S’implanter dans les terres d’un service qui fait de vos données personnelles un commerce était à n’en pas douter une erreur fatidique pour les trafiquants d’êtres humains, une erreur qui va leur couter très cher. On imagine que les services de lutte contre la pédophilie américains s’en donnent à cœur joie et voient leurs enquêtes progresser à pas de géant : des milliers de photos d’enfants, de profils d’adultes, des photos pédopornographiques partagées mettant en lumière un vaste réseau international…

L’opération SafeKids d’Anonymous, commencée le 27 juin, s’est déclenchée suite à la découverte par un membre d’un profil mettant en scène un adulte proposant des photos clairement d’ordre pédophile. Elle a rapidement rassemblé plus d’un millier de membres sur la page Facebook de l’opération, et donné lieu à un communiqué.

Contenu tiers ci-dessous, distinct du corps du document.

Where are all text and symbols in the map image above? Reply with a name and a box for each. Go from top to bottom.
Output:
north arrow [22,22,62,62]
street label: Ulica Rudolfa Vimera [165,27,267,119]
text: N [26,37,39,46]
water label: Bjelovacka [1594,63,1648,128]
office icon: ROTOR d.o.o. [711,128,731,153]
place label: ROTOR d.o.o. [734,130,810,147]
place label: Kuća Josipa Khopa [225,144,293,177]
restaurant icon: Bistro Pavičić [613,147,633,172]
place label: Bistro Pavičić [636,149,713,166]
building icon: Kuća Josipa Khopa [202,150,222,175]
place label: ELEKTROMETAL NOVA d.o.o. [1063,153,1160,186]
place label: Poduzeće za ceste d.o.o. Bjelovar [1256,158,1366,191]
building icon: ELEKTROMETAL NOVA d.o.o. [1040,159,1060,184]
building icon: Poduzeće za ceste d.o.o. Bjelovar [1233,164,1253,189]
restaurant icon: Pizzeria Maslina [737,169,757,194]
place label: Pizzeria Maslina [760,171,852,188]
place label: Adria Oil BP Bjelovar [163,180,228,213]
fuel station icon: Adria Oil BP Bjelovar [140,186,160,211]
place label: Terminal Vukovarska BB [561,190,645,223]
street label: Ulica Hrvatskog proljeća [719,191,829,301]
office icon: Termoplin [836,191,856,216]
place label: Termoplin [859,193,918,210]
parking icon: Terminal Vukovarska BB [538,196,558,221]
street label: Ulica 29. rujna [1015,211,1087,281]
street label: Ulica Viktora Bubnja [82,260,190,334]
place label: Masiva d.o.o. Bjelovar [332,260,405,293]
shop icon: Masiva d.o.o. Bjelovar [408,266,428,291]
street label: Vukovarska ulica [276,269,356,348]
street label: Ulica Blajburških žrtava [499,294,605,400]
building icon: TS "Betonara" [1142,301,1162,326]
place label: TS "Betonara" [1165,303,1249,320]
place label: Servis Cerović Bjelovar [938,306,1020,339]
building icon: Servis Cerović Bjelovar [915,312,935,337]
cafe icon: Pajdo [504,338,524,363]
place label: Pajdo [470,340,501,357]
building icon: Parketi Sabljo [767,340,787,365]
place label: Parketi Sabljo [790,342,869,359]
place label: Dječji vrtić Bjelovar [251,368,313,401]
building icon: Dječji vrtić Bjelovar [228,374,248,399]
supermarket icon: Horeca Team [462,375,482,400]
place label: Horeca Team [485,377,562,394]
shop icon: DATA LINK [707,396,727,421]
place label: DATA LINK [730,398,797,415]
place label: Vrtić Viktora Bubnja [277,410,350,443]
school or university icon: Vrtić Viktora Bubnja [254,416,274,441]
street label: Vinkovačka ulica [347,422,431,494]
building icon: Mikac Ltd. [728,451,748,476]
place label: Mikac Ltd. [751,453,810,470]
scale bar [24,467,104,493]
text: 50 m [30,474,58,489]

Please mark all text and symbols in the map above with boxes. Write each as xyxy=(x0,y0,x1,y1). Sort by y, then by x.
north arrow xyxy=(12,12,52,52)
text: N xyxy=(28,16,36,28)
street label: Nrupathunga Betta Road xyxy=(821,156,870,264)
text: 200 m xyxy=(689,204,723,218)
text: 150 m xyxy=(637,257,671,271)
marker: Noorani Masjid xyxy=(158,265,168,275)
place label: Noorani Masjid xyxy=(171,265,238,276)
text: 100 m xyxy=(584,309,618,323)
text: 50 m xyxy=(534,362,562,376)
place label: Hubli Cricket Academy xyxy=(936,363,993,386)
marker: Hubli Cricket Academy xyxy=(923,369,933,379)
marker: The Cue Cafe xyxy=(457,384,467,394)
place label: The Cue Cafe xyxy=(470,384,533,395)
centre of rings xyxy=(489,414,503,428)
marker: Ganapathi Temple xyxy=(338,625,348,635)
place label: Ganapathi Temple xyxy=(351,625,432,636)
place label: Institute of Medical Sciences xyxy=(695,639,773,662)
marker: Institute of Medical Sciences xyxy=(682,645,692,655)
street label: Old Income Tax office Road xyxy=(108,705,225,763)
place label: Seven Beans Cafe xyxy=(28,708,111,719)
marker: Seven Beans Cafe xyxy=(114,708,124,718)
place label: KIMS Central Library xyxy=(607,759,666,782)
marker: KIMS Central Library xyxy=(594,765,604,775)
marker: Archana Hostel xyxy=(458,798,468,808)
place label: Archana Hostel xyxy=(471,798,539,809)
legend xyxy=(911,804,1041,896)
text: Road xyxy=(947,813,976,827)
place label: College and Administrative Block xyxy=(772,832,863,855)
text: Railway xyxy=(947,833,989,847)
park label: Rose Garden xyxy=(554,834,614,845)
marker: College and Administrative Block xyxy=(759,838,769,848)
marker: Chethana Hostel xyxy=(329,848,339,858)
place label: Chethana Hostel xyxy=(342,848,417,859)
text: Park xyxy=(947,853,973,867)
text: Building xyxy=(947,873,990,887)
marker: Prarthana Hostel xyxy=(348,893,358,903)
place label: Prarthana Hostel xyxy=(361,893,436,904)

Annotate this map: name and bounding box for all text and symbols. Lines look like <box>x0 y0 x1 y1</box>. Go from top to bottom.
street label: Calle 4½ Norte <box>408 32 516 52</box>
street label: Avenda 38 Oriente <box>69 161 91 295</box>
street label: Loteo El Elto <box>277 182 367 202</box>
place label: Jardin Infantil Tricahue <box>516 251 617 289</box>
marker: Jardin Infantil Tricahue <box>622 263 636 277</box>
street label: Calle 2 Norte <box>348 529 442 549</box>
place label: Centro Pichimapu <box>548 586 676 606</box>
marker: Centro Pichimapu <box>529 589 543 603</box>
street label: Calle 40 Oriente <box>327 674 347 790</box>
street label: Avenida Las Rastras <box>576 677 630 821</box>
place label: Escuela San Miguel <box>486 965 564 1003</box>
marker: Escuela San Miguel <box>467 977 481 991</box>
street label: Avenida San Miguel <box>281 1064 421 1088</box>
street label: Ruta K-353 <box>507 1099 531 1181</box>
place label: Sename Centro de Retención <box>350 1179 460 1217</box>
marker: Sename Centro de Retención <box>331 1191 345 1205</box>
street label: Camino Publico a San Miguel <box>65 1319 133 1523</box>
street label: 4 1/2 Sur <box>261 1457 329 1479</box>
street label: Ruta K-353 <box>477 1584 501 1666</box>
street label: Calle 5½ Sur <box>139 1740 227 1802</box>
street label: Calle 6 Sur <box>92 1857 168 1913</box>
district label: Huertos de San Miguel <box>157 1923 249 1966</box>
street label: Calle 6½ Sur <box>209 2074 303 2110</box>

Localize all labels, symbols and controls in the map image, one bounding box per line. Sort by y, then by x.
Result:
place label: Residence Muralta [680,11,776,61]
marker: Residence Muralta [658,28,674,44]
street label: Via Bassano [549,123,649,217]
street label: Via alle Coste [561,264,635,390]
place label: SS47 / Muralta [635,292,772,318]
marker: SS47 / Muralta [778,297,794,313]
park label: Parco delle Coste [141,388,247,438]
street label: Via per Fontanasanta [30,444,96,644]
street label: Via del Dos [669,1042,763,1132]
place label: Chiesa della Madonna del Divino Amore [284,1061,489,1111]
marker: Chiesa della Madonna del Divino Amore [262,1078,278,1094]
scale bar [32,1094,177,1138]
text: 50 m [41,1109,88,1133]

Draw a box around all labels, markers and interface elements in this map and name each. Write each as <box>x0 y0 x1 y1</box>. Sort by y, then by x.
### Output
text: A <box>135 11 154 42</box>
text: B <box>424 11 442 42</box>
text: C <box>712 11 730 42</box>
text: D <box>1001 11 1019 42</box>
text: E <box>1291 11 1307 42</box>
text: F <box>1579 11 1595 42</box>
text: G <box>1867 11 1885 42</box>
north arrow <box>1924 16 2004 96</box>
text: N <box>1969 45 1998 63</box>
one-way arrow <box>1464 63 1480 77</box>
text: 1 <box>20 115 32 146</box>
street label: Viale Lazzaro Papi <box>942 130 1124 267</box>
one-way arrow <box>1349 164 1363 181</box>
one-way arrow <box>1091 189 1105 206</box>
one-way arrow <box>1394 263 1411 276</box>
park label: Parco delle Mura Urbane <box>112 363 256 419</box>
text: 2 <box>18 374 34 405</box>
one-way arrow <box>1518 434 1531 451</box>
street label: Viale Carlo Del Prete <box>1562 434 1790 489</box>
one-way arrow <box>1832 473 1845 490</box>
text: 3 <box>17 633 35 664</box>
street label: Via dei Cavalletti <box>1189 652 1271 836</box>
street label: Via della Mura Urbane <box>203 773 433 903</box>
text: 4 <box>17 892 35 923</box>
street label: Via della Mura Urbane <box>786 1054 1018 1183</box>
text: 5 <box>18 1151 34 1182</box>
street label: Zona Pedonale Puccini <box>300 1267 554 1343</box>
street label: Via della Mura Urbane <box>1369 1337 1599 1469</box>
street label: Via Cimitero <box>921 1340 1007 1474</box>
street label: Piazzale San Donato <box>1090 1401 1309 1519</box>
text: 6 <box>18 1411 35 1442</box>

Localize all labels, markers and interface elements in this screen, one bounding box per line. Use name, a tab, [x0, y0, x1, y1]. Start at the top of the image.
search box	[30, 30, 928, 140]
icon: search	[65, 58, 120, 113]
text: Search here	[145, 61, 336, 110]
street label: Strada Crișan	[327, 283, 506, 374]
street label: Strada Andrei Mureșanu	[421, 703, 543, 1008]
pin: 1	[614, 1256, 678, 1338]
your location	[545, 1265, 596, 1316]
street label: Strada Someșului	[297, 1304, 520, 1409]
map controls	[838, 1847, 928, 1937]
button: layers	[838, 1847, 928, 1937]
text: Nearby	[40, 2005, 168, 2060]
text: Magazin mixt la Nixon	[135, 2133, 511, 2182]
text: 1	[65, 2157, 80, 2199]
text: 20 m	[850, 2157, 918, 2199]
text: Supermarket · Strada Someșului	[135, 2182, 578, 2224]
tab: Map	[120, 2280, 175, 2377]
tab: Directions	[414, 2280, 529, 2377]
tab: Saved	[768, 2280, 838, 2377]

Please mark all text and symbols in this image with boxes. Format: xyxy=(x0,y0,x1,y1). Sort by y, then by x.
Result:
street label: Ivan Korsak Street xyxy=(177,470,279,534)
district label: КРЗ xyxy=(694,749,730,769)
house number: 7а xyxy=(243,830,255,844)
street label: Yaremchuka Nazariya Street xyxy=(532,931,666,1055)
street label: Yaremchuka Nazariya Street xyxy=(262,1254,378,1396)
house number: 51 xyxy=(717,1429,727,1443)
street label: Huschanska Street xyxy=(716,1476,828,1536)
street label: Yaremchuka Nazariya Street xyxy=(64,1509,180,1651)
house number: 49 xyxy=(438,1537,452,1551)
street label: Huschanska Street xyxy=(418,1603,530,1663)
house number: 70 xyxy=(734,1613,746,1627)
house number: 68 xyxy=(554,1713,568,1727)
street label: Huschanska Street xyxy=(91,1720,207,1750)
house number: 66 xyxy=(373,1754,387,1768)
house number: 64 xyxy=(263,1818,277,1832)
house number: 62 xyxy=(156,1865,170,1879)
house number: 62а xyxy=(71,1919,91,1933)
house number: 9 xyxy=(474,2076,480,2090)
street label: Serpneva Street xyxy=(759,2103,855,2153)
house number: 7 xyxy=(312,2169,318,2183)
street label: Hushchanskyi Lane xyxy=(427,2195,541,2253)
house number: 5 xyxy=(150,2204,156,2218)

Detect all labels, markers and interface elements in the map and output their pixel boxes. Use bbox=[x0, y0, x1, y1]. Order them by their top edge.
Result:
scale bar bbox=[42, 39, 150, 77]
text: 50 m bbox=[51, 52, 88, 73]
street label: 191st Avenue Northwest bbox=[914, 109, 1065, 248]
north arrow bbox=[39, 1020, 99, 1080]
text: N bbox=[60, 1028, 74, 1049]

Fréquemment en contact avec Anonymous, inscrit dans le milieu et la « philosophie hacker », et possédants déjà une ample connaissance de la problématique pédophile sur internet, Reflets.info a été contacté par des opérateurs de Op SafeKids afin d’alerter Facebook de l’ampleur du désastre et de leur demander d’assister Anonymous dans ce qui ressemble à l’un des plus vastes coup de filet jamais mené contre le trafic d’enfants. C’est une véritable enquête collaborative qui a été lancée par Anonymous afin de débusquer ce qui ne semblait au départ être qu’un réseau d’une centaine de profils, et qui s’est révélé bien plus vaste. Infiltration, harcèlement, dénonciation, différentes stratégies ont été utilisées pour démanteler un réseau pédophile international, confortablement installé sur Facebook, depuis à priori peu de temps.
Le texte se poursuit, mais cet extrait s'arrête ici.